It was Nov 1984. I was posted as a 3rd year student to Dr Kaulgud’s unit for Obstetrics and Gynecology. Dr Kaulgud was an extraordinary teacher and a human being par excellence. It was indeed a privilege to be with him in his unit. During ward rounds, we were all standing beside a patient who was diagnosed as ‘Anemia of Pregnancy’. There was so much discussion on how this patient with Hemoglobin of 4 mg % was not responding to treatment. This was a repeat of the discussion that was happening every day for the past one week. I was standing beside Dr Anita Kestoor, the Post Graduate student. As the discussion progressed on what kind of iron compound to put this patient on, I could not stand quiet. I burst out saying that we needed to first find out if this patient was taking the medicines after all. For me this event was sort of déjà vu. I was remembering the hypertensive cook who had died without taking his medicines. Dr Anita could not believe her ears! She whispered that I was finished for the audacity of speaking out in front of such a learned professor on his rounds.
Dr Kaulgud turned around to find out who spoke out. He looked at me sternly and asked me to explain why I felt so. I narrated my previous experience to him. I also told him that this patient was the wife of a worker in KR Mills in Siddalingapura near Mysore. This textile mill was under ‘lock out’ and he was out of a job for the last year or so. In desperation born out of his unemployment, had taken to alcohol and was a rare visitor to the hospital. With the food that was given to her, she was also feeding her two other children. All the prescriptions that were being dished out to her remained just slips of paper and the medicines were neither bought nor taken. Dr Kaulgud listened with rapt attention and turned to verify from the patient if this was true. He was taken aback on realizing that this was not anemia not responding to treatment, but was simple untreated anemia. He was impressed with what I had spoken and gave his post graduates a piece of his mind and told that they needed to re-read on how to record history and find out such important information about the patient, their families, their socio-economic background etc. He then handed over his room keys and told me that his room was full of medicine samples that medical reps had given him. As a policy, he never dispensed with them as he did not want people to think that he sold these medicines. He told me that these medicines were for me to take and distribute to poor patients.

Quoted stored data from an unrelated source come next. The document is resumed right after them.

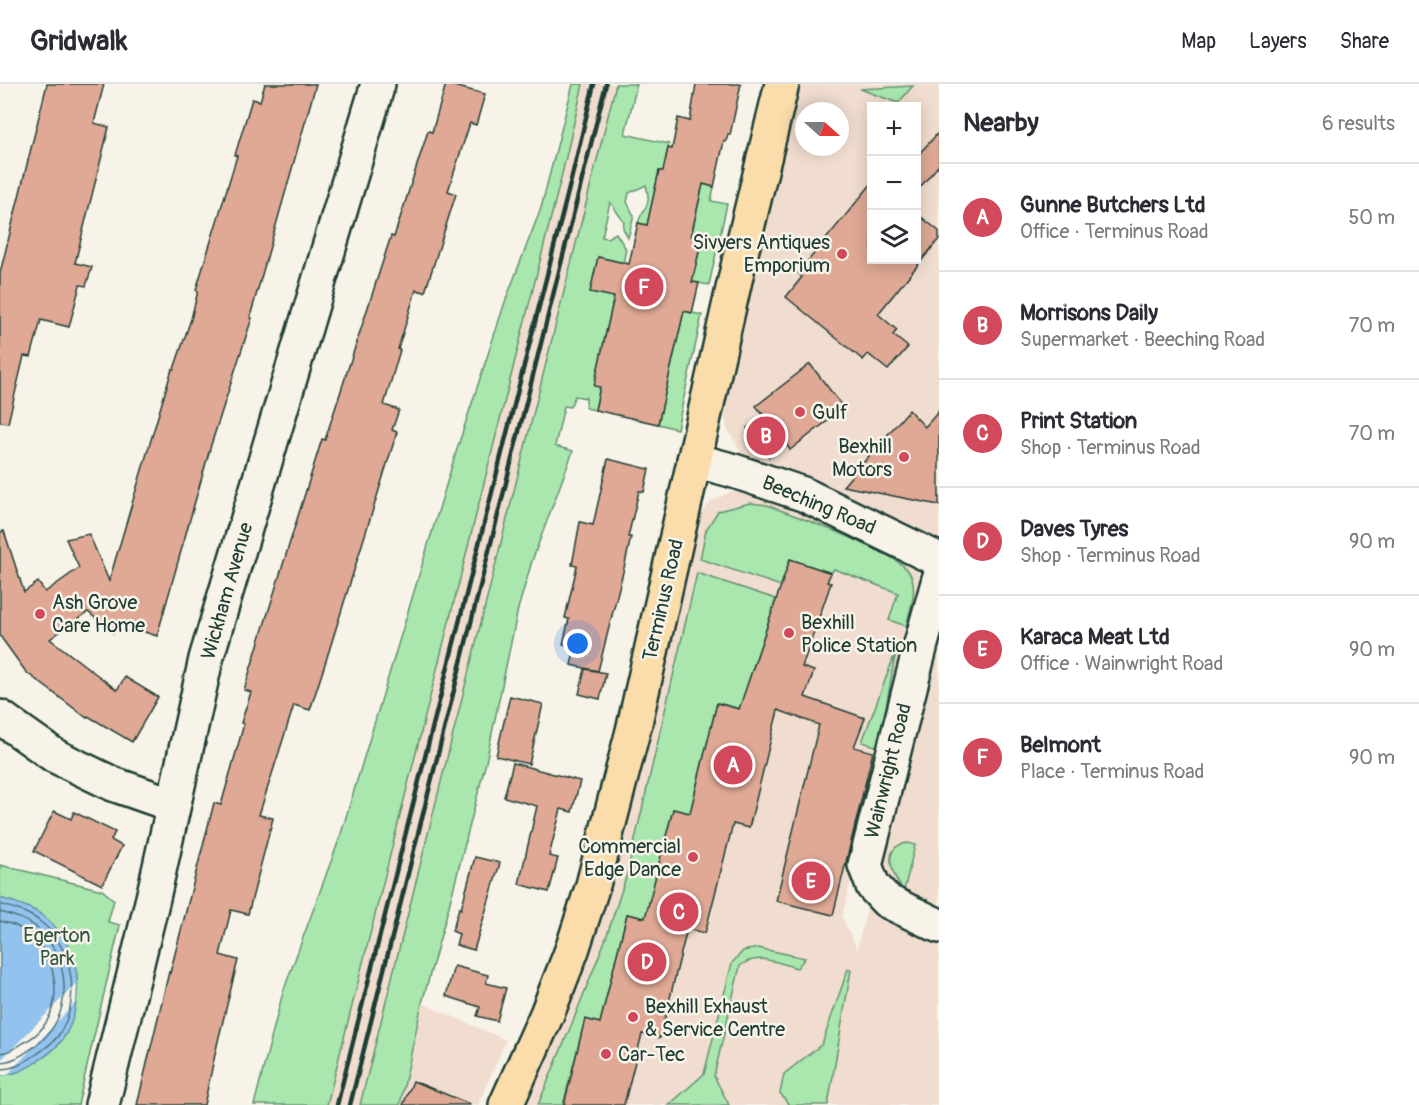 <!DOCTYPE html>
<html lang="en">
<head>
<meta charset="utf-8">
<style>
	:root { --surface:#fff; --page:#f2f2f3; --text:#2b2b33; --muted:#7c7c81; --line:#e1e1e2; --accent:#d1495b }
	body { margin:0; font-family:Pangolin,sans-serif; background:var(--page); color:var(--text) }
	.controls { position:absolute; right:18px; top:18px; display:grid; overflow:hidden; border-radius:0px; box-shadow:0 3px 15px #0003 }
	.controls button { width:54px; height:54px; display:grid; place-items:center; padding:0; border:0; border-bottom:2px solid var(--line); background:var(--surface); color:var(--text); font:30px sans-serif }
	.compass { position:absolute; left:795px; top:18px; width:54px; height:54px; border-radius:50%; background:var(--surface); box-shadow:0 3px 15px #0003; rotate:111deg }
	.you { position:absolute; left:578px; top:560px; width:21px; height:21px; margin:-15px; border:4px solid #fff; border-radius:50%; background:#1a73e8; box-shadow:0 0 0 9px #1a73e833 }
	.badge { display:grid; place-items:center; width:39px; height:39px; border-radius:50%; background:var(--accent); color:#fff; font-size:20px; font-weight:700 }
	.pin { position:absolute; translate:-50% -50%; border:3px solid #fff; box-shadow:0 2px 6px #0006 }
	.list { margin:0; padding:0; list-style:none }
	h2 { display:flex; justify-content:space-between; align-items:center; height:78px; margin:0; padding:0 24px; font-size:26px }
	h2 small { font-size:20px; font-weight:400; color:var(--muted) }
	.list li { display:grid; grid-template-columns:39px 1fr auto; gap:18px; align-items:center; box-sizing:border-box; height:108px; padding:0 24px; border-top:2px solid var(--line) }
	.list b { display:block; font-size:22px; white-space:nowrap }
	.list p { margin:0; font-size:20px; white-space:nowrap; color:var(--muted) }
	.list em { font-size:20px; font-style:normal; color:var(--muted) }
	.icon { flex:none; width:33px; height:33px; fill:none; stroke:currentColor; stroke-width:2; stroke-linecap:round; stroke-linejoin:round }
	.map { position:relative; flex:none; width:939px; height:1021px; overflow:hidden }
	header { display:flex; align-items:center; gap:36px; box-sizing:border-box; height:84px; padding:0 30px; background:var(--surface); border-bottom:2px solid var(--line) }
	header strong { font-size:28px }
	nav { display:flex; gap:33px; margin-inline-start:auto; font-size:21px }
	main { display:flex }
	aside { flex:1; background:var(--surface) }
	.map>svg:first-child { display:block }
	.built { fill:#f0ddcf; fill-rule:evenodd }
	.green { fill:#a9e7ae; stroke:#649271; stroke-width:1.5 }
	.water { fill:#92c3ee; stroke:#648da4; stroke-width:1.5 }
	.pier { fill:#f7f3e8 }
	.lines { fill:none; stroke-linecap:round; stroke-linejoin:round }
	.shore { stroke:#4d737e; stroke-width:1.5 }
	.building { fill:#dfa995; stroke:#1f3d34; stroke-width:1.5 }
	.minor-casing { stroke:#1f3d34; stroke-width:38 }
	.major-casing { stroke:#1f3d34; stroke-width:38 }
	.minor { stroke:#f7f3e8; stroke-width:33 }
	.major { stroke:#fbddab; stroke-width:33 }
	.rail { stroke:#1f3d34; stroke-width:4.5 }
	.poi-dot { fill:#d1495b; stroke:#f7f3e8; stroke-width:2 }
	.labels { text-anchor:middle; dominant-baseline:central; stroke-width:5; stroke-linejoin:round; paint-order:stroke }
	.poi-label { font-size:20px; fill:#1f3d34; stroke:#f7f3e8; text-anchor:start }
	.street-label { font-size:20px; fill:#1f3d34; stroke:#f7f3e8 }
	.park-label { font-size:20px; fill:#345646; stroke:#f7f3e8 }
</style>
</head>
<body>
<header>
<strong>Gridwalk</strong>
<nav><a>Map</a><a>Layers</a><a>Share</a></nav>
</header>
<main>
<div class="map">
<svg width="939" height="1021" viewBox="0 0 939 1021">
	<rect width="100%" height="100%" fill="#f7f3e8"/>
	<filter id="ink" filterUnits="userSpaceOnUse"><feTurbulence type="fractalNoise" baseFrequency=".0167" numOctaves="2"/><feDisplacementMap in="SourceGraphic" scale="12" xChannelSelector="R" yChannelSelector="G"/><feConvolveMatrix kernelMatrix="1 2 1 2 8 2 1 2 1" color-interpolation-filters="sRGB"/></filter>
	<g filter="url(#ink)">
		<g class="built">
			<path d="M573,0H637L625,51L622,50L555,362L573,367L532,477L518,525L486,678L449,822L422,919L506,956L478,1021H254L283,908L340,753L457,365L505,218L541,124Z"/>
			<path d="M800,0H939V459L741,369L727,344L723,326L761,153ZM872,22H916V176H872ZM804,27H840V63H804Z"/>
			<path d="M751,407L779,416L908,473L918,488L922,507L842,833L857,865L939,534V1021H527L564,935L616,787L699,432L711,418L730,408Z"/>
		</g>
		<g class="green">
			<path d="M573,0H583L562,90L327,1021H254L283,908L340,753L457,365L505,218L541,124Z"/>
			<path d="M616,0H637L625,50L669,60L663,87H659L647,141L638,139C644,120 652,125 646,101L629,109L627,118L634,132L628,154L623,144L624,138L610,118L602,153L607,154L616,149L626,165L623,179L598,173L591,208L614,213L594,302L600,303L595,326L586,324V314L575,312L570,323L564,322L555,362L573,367L532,477L518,525L486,678L449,822L422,919L400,1021H360Z"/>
			<path d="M913,2L898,19L860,5Z"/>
			<path d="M703,100L714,103L711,117L727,120L709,201L692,198L702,155L691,152Z"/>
			<path d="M684,227L702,231L677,345L658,340Z"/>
			<path d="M750,419L767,421C795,432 896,467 909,488C919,504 910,525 906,542L889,536L898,509L834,485L831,489L790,475L781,502L700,475L706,446L718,427Z"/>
			<path d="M697,489L776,515L750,593L784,605L776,634L717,619L690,729L673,726L646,835L627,830L600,939L585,936L563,1021H538L573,937L606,854L627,790Z"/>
			<path d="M896,567L879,663L862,658Z"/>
			<path d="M908,759L915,761L904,807C892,793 880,761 908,759Z"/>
			<path d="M0,781L102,806L114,816L108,838L120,841L78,1021H0Z"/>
			<path d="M758,864L805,874L797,884C778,879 757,868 740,882L714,992L729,1021H669L704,990L732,879L743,867Z"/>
			<path d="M848,885L851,886L828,1021H789L780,1009L784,990L822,960Z"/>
		</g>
		<path class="water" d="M0,814C17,819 32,823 46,834C58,844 70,861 74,876C81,900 77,936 62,956C56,965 47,971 38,977C26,985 15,991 0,991Z"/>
		<path class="pier" d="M77,899L76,918L7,991H0V977Z"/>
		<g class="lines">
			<g class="shore">
				<path d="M0,820C15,825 29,828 42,839C73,865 82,916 58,952C53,959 45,964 37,970C25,978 15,985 0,985"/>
				<path d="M0,828C14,832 27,835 38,845C73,877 74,935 34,963C23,970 13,978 0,978"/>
				<path d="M0,837C6,839 13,840 18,843C53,860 67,911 43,943C39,949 32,954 25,958C17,963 10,968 0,969"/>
			</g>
		</g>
		<g class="building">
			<path d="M47,0H104L94,39L109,43L75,179L92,183L86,202L80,201L69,243L41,236L31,273L24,272L8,339L0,338V189Z"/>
			<path d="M265,0H316L250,233L252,234L211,361L157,552L120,540L113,549L88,528L50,555L117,606L125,593L158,613L132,658L88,632L87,634L26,588L0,552V448L4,447L24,508L38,498L45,508L79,484L66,455L89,450L109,497L172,285H174L191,235L198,207L196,206L237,72L235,71L252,15L260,17Z"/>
			<path d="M446,0L485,10L476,41L470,39L448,107L456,110L425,208L416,206L398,265L400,266L384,321L399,326L392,346L397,348L324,583L310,626L294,621L259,731L273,734L248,830L231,826L220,871L238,876L218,957L204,1021H137L169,888L170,889L214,719L221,721L244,640L241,639L251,608L244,606L322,355L325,356L391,152L394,153L428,47L432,48Z"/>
			<path d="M696,0H741L730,51L728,50L726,58L724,57L714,103L703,100L691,152L702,155L692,198L699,199L692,229L684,227L658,340L595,326L600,303L594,302L614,213L590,208L598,173L629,180L638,139L647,141L659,87H663L668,64L672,65L678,34L690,37Z"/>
			<path d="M939,48V81L916,108V73Z"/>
			<path d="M872,99V176H916V129L939,147V155L878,230L897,246L893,251L908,263L888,286L868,270L863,276L786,213L802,193L798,189Z"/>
			<path d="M810,280L844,324L790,366L786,360L769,373L747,344L764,332L756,322Z"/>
			<path d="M909,326L925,343L939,327V421L843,402Z"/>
			<path d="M608,375L649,385L644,408L639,407L628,453H631L625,480L598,587L571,581L575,563L563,560L569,535L565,534L577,482L572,481L580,438L593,441Z"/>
			<path d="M790,475L831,489L827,498L831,499L802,583L814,587L805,613L865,634L854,663L873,668L833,831L776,817L819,641L778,626L749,744L733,740L705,849L687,845L660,954L642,950L624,1021H564L585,935L600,939L627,830L645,834L673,725L690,729L717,619L739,625Z"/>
			<path d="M585,585L606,589L600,615L579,610Z"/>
			<path d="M510,612L543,620L529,680L496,672Z"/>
			<path d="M513,679L580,697L572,728L561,725L549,772L558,774L549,808L519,800L537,722L504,713Z"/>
			<path d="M54,727L71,735L74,728L115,748L111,756L122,762L102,801L34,767Z"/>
			<path d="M475,773L500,779L474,866L456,861L459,850L452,847L459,824L461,825Z"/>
			<path d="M454,882L488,891L486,899L506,904L497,937L477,932L480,923L446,912Z"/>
			<path d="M413,997L470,1020V1021H403Z"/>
		</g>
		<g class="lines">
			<g class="minor-casing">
				<g id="minor">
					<path d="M694,376L731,386L803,410L939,476"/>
					<path d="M939,495L921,560L865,781L873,802L887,817L939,842"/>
					<path d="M0,633L55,672L113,700L173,721"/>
					<path d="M102,1021L153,814L206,575L378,0"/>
				</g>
			</g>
			<g class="major-casing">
				<path id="major" d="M506,1021L547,930L572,866L593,801L634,643L742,165L782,0"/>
			</g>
			<use href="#minor" class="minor"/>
			<use href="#major" class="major"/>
			<g class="rail">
				<path d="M337,1021L572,92L594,0"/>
				<path d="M350,1021L606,0"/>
			</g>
		</g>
	</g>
	<g class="poi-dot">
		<circle cx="842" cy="170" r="6"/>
		<circle cx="800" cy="328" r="6"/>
		<circle cx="904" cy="373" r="6"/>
		<circle cx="40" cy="530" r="6"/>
		<circle cx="789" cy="549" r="6"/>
		<circle cx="693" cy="773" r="6"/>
		<circle cx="633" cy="933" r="6"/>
		<circle cx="606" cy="970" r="6"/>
	</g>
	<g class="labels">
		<g class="poi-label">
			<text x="830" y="158" text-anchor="end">Sivyers Antiques<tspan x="830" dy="23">Emporium</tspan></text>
			<text x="812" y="328">Gulf</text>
			<text x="892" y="362" text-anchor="end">Bexhill<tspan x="892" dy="23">Motors</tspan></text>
			<text x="52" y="518">Ash Grove<tspan x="52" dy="23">Care Home</tspan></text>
			<text x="801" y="538">Bexhill<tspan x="801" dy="23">Police Station</tspan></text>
			<text x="681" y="762" text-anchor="end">Commercial<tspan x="681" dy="23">Edge Dance</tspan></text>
			<text x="645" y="922">Bexhill Exhaust<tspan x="645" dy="23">&amp; Service Centre</tspan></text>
			<text x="618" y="970">Car-Tec</text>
		</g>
		<g class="street-label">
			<text transform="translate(819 421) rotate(23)">Beeching Road</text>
			<text transform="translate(227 507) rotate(-74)">Wickham Avenue</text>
			<text transform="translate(663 516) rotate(-77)">Terminus Road</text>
			<text transform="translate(888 687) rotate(-76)">Wainwright Road</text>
		</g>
		<g class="park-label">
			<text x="57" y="851">Egerton<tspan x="57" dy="23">Park</tspan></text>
		</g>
	</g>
</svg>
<div class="controls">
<button>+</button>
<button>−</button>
<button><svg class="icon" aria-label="layers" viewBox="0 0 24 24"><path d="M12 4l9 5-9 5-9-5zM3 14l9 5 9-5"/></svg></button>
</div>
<svg class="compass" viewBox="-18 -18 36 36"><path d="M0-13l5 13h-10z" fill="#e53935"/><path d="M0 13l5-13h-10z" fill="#7c7c81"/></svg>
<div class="you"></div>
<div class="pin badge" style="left:733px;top:681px">A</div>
<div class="pin badge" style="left:766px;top:352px">B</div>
<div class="pin badge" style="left:679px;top:828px">C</div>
<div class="pin badge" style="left:647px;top:878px">D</div>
<div class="pin badge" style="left:811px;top:797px">E</div>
<div class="pin badge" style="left:644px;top:203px">F</div>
</div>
<aside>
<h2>Nearby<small>6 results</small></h2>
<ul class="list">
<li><span class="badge">A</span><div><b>Gunne Butchers Ltd</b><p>Office · Terminus Road</p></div><em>50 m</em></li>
<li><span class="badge">B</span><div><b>Morrisons Daily</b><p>Supermarket · Beeching Road</p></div><em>70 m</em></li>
<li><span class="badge">C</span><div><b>Print Station</b><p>Shop · Terminus Road</p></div><em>70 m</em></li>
<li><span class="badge">D</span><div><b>Daves Tyres</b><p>Shop · Terminus Road</p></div><em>90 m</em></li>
<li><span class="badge">E</span><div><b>Karaca Meat Ltd</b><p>Office · Wainwright Road</p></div><em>90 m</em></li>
<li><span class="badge">F</span><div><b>Belmont</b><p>Place · Terminus Road</p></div><em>90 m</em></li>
</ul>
</aside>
</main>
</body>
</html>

Here was a man who was a true ‘role model’ for young medical students like me. He allowed me to see his human side and till the day he left Mysore, I had a set of keys to his room. I would religiously empty his room of all the medicines and use them in our program. This incident left a deep impression on me. I realized that there were still a lot of good men and women in society who desired to do good. They just lacked an organized platform to do so. This was also the final push. I realized that I could not sit back any more. It was within the next couple of weeks that I founded the Swami Vivekananda Youth Movement.